Write out only the lines from the start of the entries up to and including the line with "-66px;filter:drop-shadow(0 2px 4px"; please skip the pictures.

● **RECORDS TO USE**
Content starts

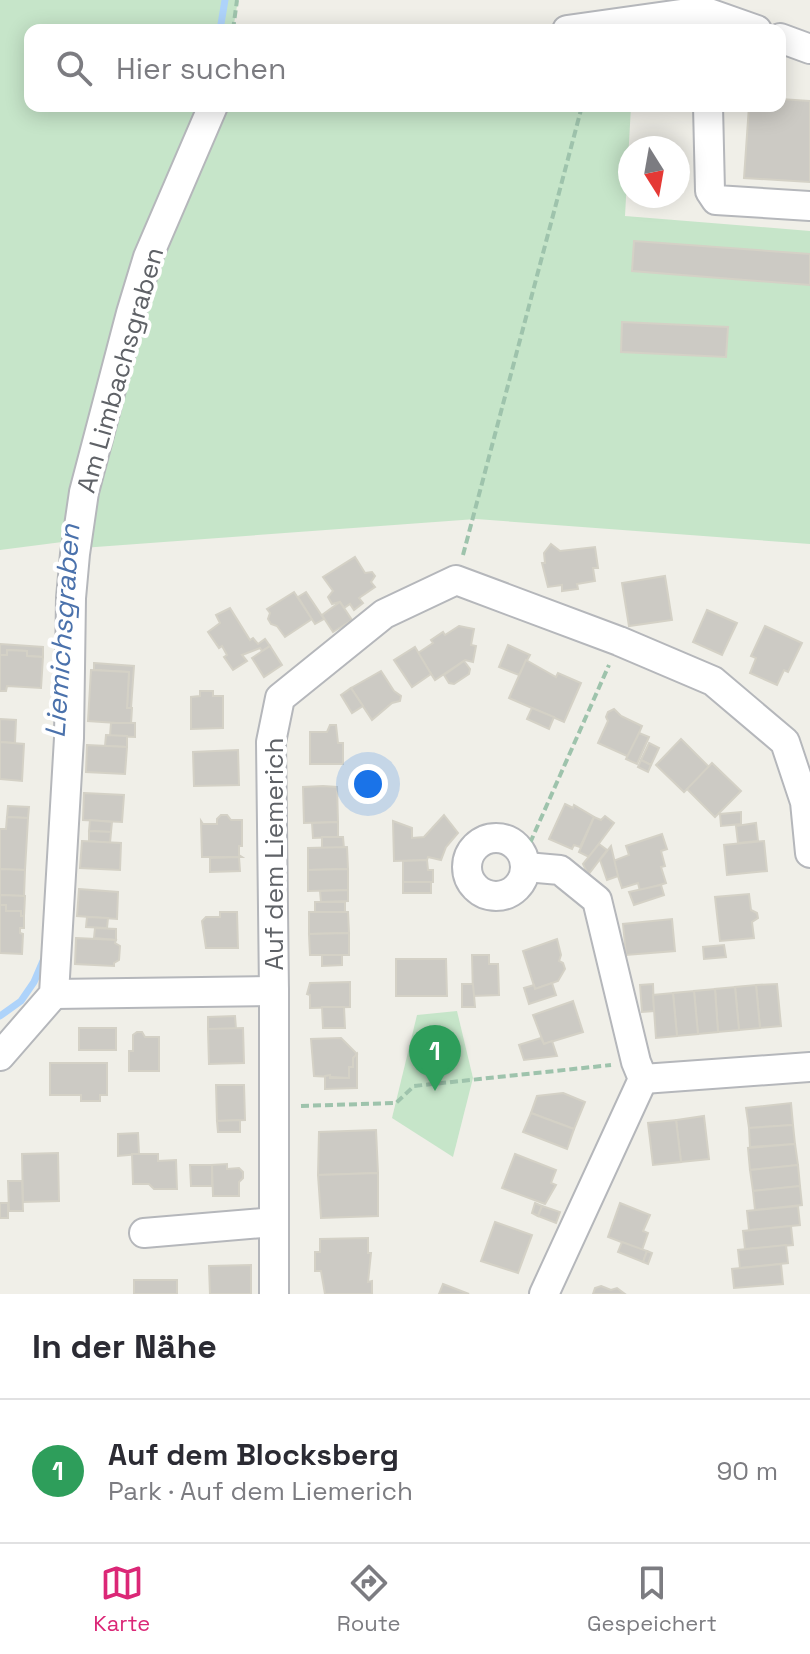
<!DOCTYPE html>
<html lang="de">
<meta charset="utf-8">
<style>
body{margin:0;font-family:"Space Grotesk",sans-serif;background:#f2f2f3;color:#2b2b33}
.compass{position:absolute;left:618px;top:136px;width:72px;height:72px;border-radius:50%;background:#fff;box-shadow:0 4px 20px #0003;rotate:169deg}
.you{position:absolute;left:368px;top:784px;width:28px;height:28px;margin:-20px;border:6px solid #fff;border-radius:50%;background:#1a73e8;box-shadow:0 0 0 12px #1a73e833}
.badge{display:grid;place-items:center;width:52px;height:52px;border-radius:50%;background:#db2777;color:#fff;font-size:26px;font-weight:700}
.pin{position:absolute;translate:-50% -66px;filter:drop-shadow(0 2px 4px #0008)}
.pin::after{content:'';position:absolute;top:42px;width:28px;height:24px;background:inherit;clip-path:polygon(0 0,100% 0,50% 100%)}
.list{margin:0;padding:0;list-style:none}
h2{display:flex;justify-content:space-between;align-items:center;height:104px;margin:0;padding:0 32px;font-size:34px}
h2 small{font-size:26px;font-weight:400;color:#7c7c81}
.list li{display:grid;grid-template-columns:52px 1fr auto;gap:24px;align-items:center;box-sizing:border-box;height:144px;padding:0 32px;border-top:2px solid #e1e1e2}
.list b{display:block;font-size:30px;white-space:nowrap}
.list p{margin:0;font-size:26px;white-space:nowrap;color:#7c7c81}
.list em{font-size:26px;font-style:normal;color:#7c7c81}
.icon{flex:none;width:44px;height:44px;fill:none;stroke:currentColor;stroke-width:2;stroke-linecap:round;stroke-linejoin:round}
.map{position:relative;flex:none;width:810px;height:1294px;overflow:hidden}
.search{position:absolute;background:#fff;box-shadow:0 4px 20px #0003;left:24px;right:24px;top:24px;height:88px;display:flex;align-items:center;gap:20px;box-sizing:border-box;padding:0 28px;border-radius:16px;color:#7c7c81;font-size:30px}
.sheet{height:248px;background:#fff}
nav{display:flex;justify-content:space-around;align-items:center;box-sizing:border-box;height:112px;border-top:2px solid #e1e1e2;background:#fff;font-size:22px;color:#7c7c81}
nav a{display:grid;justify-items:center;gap:4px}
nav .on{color:#db2777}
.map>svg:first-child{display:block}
</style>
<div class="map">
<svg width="810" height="1294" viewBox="0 0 810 1294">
<rect width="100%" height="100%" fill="#f0efe8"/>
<g fill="#c6e5c9">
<path d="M0,0H238L233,30H30V106H631L625,216L810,231V544L476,519L82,548L70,541L0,550Z"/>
<path d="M457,1011L473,1078L453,1157L392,1118L417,1015Z"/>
</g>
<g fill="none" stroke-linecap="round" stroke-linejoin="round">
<g stroke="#aed3fa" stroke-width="7">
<path d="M220,30L225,0"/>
<path d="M0,1016L21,1001L34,982L43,961"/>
</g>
</g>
<g fill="#cccac4" stroke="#d4d1c6" stroke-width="2">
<path d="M780,99L810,101V182L744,178L749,106H780Z"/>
<path d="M634,241L810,254V285L632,271Z"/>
<path d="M622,322L728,327L726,357L621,352Z"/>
<path d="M551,544L560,551L595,547L598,568H593L595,581L577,584L578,589L562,591V585L548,587L542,563H545L544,553Z"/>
<path d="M355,557L365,573L372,572L375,576L371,582L375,587L359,598L363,603L354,610L350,604L344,608L340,602L332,604L328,597L333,591L323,577Z"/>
<path d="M665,576L672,620L629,626L622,583Z"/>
<path d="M294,592L312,619L285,637L277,626L271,624L268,619L270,613L267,609Z"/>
<path d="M306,592L324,619L315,624L298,597Z"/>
<path d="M340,602L352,620L333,632L322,615Z"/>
<path d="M230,608L250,640L253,638L258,644L265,639L270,646L262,651L260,648L242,655L247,661L233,670L224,657L227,655L222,646L219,648L208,632L220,623L216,615Z"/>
<path d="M707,610L737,623L722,655L693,642Z"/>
<path d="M459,626L474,629L471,645L476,646L473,662L465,660L435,680L418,653L433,643L431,640L443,632L445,635Z"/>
<path d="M765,626L802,643L788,672L784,670L777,685L750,673L756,658L751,656Z"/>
<path d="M0,644L43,647V657L27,656V651L7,650V655H0Z"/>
<path d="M508,645L530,655L519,675L499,667Z"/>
<path d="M270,646L282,665L264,677L252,658Z"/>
<path d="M415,647L431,674L412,687L394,660Z"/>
<path d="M7,650L27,651V656L43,657L41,688L7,686L6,691H0V655H7Z"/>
<path d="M526,660L556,677L558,673L581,683L564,722L509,698Z"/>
<path d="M464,661L470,669L469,674L454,684L449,683L444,675Z"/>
<path d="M94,663L134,666L131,708H127L129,672L94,670Z"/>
<path d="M91,670L129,672L127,708H132L131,724L88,721Z"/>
<path d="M381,671L394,691L401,696L400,701L392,703L372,720L351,688Z"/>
<path d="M351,688L363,706L352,713L341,695Z"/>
<path d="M200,691H213V696H223V728L191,729V697L200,696Z"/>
<path d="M532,708L554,717L549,729L527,719Z"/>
<path d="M614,709L621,716L642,726L629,757L598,743L608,721L606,717L608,712Z"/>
<path d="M0,719L16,720L15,743L0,742Z"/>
<path d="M111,723H135V737L110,736Z"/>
<path d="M330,725H336L338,743H343V764H310V732H327Z"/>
<path d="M639,733L649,737L637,764L626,759Z"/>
<path d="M106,735L127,736V747L105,746Z"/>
<path d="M681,739L709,767L684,792L656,765Z"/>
<path d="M0,742L24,744L22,781L0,779Z"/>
<path d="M649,743L659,748L651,765L641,760Z"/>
<path d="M87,745L127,747L125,774L86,772Z"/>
<path d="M238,750L239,785L194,786L193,752Z"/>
<path d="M641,760L651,765L648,772L638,767Z"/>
<path d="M712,763L741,791L715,817L687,789Z"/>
<path d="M323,786L337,787L338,822L304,823L303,787Z"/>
<path d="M84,793L124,795L122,822L83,820Z"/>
<path d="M565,804L573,808L574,805L594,817L580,847L574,845L572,849L549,839Z"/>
<path d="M8,806L29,807L28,818L7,817Z"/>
<path d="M741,812V824L721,826L720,814Z"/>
<path d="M221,815H227L231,820H242V846H239V855L242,857H202L201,821L203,824H217V819Z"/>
<path d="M444,815L458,833L446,847L441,860L428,857L427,860L394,861L393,821L412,828V838L424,837Z"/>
<path d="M605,816L614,823L589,857L579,852L594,817L601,820Z"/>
<path d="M7,817L28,818L25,870L0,869V829H6Z"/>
<path d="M90,820L112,822L111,832L89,831Z"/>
<path d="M338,822V837L313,838L312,823Z"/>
<path d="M756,823L758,841L738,843L736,826Z"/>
<path d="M89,831L111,832L110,843L89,841Z"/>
<path d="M662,834L667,849L661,851L665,866L661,867L666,883L640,891L638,883L622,888L613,861L629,855L626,846Z"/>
<path d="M322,837H343L344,848H322Z"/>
<path d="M82,841L121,843L120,870L80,868Z"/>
<path d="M764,841L767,871L727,875L724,845Z"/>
<path d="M599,844L607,850L588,875L583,864Z"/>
<path d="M611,846L618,876L607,880L600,860Z"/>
<path d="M347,847L348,869L308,870V848Z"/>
<path d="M239,857L240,871L210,872V858Z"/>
<path d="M427,860L428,870H433V882H403V861Z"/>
<path d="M0,869L25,870L24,896L0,895Z"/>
<path d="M348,869V890L308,891V870Z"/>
<rect x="403" y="882" width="28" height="11"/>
<path d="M661,885L664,895L634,905L629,892Z"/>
<path d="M79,889L118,892L117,919L77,916Z"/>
<path d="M348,890V901L321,902L320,891Z"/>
<path d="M749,894L751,910L757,913L758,918L752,922L754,938L720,941L715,897Z"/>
<path d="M0,895L25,896L24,916H21V911H6V905H0Z"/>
<rect x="315" y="902" width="30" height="10"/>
<path d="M0,905H6V911H21V916H24V928H20V933L23,934L22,954L0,953Z"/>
<path d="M220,912H237L238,948H206L202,921L206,917H220Z"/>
<path d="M309,912H348L349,933L309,934Z"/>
<path d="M87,917L108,918L107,928L86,927Z"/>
<path d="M672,919L675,951L626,955L623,924Z"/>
<path d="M95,928L116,929V940L94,938Z"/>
<path d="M349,933V955H310L309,934Z"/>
<path d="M76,938L116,940L115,943L120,946L119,960L114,963V966L75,964Z"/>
<path d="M557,939L561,955L559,961L563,963L565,969L558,981L535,989L523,951Z"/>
<path d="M724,945L726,957L704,959L703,947Z"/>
<path d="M322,955H342V965L322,966Z"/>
<path d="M472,955H489V964H498L499,995L473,996Z"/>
<path d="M396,959H446L447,996H396Z"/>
<path d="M350,982V1007L310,1008V995L307,994L310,983Z"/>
<path d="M552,983L556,995L529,1004L524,988L534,985L535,989Z"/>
<path d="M462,984H473L475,1007H462Z"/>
<path d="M653,984L654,1011L642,1012L640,985Z"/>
<path d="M777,984L781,1026L760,1028L756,985Z"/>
<path d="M756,985L760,1028L739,1030L735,987Z"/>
<path d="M735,987L739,1030L718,1032L715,989Z"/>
<path d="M715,989L718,1032L698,1034L694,991Z"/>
<path d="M694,991L698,1034L677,1036L673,993Z"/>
<path d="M673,993L677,1036L656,1038L653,995Z"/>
<path d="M573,1001L583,1032L544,1044L533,1015Z"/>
<path d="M322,1007H344L345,1028H323Z"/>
<path d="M235,1016L236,1029H208V1017Z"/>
<rect x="79" y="1028" width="37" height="22"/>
<path d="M243,1028L244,1063L209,1064L208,1029Z"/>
<path d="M137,1032H142L145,1037H159V1071H129V1051H133V1035Z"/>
<path d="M341,1038L357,1054L353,1058V1067H349V1078L314,1076L311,1039Z"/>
<path d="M541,1038L544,1044L552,1041L557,1056L524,1060L519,1045Z"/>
<path d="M357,1054V1088L325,1089V1076L330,1075V1078H349V1067H353V1058Z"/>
<path d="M50,1063H107V1095H100V1101H81V1095H50Z"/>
<path d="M216,1085H244L245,1120L217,1121Z"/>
<path d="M563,1093L585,1102L574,1129L531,1113L537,1096Z"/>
<path d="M791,1103L793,1125L749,1128L746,1108Z"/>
<path d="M531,1113L574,1129L567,1149L523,1132Z"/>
<path d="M704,1116L709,1159L681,1162L676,1120Z"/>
<path d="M240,1120V1132H218L217,1121Z"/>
<path d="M676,1120L681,1162L653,1165L648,1123Z"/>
<path d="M793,1125L795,1144L750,1147L749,1128Z"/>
<path d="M376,1130L378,1173L318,1175L319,1132Z"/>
<path d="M138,1133L139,1154L118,1156V1134Z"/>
<path d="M795,1144L798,1165L750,1170L748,1148Z"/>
<path d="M58,1153L59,1201L23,1202L22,1154Z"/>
<path d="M132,1154H158V1161L176,1160L177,1189H154L149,1184H133Z"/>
<path d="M515,1154L556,1170L551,1183L556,1185L545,1204L502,1188Z"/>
<path d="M227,1164V1169L239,1168L243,1172V1178L239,1182V1196H213L212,1165Z"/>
<path d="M190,1165H212V1186H191Z"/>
<path d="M798,1165L800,1186L753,1191L750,1170Z"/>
<path d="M378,1173V1216L321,1218L318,1175Z"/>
<path d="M8,1181H22L23,1211H9Z"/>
<path d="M800,1186L802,1205L755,1210L753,1191Z"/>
<rect x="0" y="1203" width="8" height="15"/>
<path d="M535,1203L542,1206L538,1216L532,1213Z"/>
<path d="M620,1203L650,1215L643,1231L648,1233L642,1250L608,1237Z"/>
<path d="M542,1206L560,1212L556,1223L538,1216Z"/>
<path d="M798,1206L800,1225L749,1230L747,1211Z"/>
<path d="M495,1222L532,1235L518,1273L481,1261Z"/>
<path d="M791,1226L793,1245L745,1249L743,1231Z"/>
<path d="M368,1238V1253H371L368,1282L372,1281V1294H325L321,1271H315V1252H320V1239Z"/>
<path d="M622,1242L647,1251L643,1262L618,1252Z"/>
<path d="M786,1245L788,1263L740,1268L738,1250Z"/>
<path d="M647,1251L652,1253L648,1264L643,1262Z"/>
<path d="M781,1264L783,1284L734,1288L732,1269Z"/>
<path d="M251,1265V1294H210L209,1266Z"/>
<rect x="134" y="1280" width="43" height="14"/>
<path d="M443,1284L469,1294H439Z"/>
<path d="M601,1286L611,1290L617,1288L625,1294H593L595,1288Z"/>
</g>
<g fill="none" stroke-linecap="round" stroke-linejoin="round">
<defs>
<g id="minor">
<path d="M567,30L703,11L757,30"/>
<path d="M780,38L810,49"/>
<path d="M708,106L710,191L716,200L810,206"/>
<circle cx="496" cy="867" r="29"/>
<path d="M526,867L560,870L597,900L636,1062L643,1079L544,1294"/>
<path d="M54,994L274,991"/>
<path d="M0,1056L54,994L69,738L71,598L75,554L84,492L131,313L148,257L213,106"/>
<path d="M643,1079L810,1067"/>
<path d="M144,1233L274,1222"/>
<path d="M274,1294V991L271,742L280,698L384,614L456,580L619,641L713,681L785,742L805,802L810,853"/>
</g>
</defs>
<use href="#minor" stroke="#b5b7bb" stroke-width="32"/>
<g stroke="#9ec3ac" stroke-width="4" stroke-dasharray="8 4" stroke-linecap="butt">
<path d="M233,30L237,0"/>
<path d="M463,555L582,106"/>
<path d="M530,843L609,665"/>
<path d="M301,1106L396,1103L414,1086L611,1065"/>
</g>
<use href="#minor" stroke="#fff" stroke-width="28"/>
</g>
<g text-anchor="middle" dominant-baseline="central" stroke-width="8" stroke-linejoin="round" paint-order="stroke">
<g font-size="26" fill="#5f6267" stroke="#fff">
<text transform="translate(120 370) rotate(-74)">Am Limbachsgraben</text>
<text transform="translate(274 854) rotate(-90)">Auf dem Liemerich</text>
</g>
<g font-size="28" font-style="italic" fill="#4b72ac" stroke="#fff">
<text transform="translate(62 631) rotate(-86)">Liemichsgraben</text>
</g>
</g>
</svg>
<svg class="compass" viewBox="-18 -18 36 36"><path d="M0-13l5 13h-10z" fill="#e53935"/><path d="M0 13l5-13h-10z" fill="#7c7c81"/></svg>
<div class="you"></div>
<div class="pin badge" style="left:435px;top:1091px;background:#2e9e5b">1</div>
<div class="search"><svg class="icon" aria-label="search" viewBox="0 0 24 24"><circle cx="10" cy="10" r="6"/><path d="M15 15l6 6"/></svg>Hier suchen</div>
</div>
<section class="sheet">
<h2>In der Nähe<small></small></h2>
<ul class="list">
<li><span class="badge" style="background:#2e9e5b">1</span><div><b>Auf dem Blocksberg</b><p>Park · Auf dem Liemerich</p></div><em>90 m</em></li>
</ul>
</section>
<nav>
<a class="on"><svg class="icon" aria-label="map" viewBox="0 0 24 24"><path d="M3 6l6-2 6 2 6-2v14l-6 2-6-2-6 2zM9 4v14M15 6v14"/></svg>Karte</a>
<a><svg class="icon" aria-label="directions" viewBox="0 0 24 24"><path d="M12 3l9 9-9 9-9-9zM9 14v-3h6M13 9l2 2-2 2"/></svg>Route</a>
<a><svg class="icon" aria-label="saved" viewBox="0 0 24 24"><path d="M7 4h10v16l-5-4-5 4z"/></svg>Gespeichert</a>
</nav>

Content ends

● **SOLUTION FOR THIS PROBLEM**
<!DOCTYPE html>
<html lang="de">
<meta charset="utf-8">
<style>
body{margin:0;font-family:"Space Grotesk",sans-serif;background:#f2f2f3;color:#2b2b33}
.compass{position:absolute;left:618px;top:136px;width:72px;height:72px;border-radius:50%;background:#fff;box-shadow:0 4px 20px #0003;rotate:169deg}
.you{position:absolute;left:368px;top:784px;width:28px;height:28px;margin:-20px;border:6px solid #fff;border-radius:50%;background:#1a73e8;box-shadow:0 0 0 12px #1a73e833}
.badge{display:grid;place-items:center;width:52px;height:52px;border-radius:50%;background:#db2777;color:#fff;font-size:26px;font-weight:700}
.pin{position:absolute;translate:-50% -66px;filter:drop-shadow(0 2px 4px #0008)}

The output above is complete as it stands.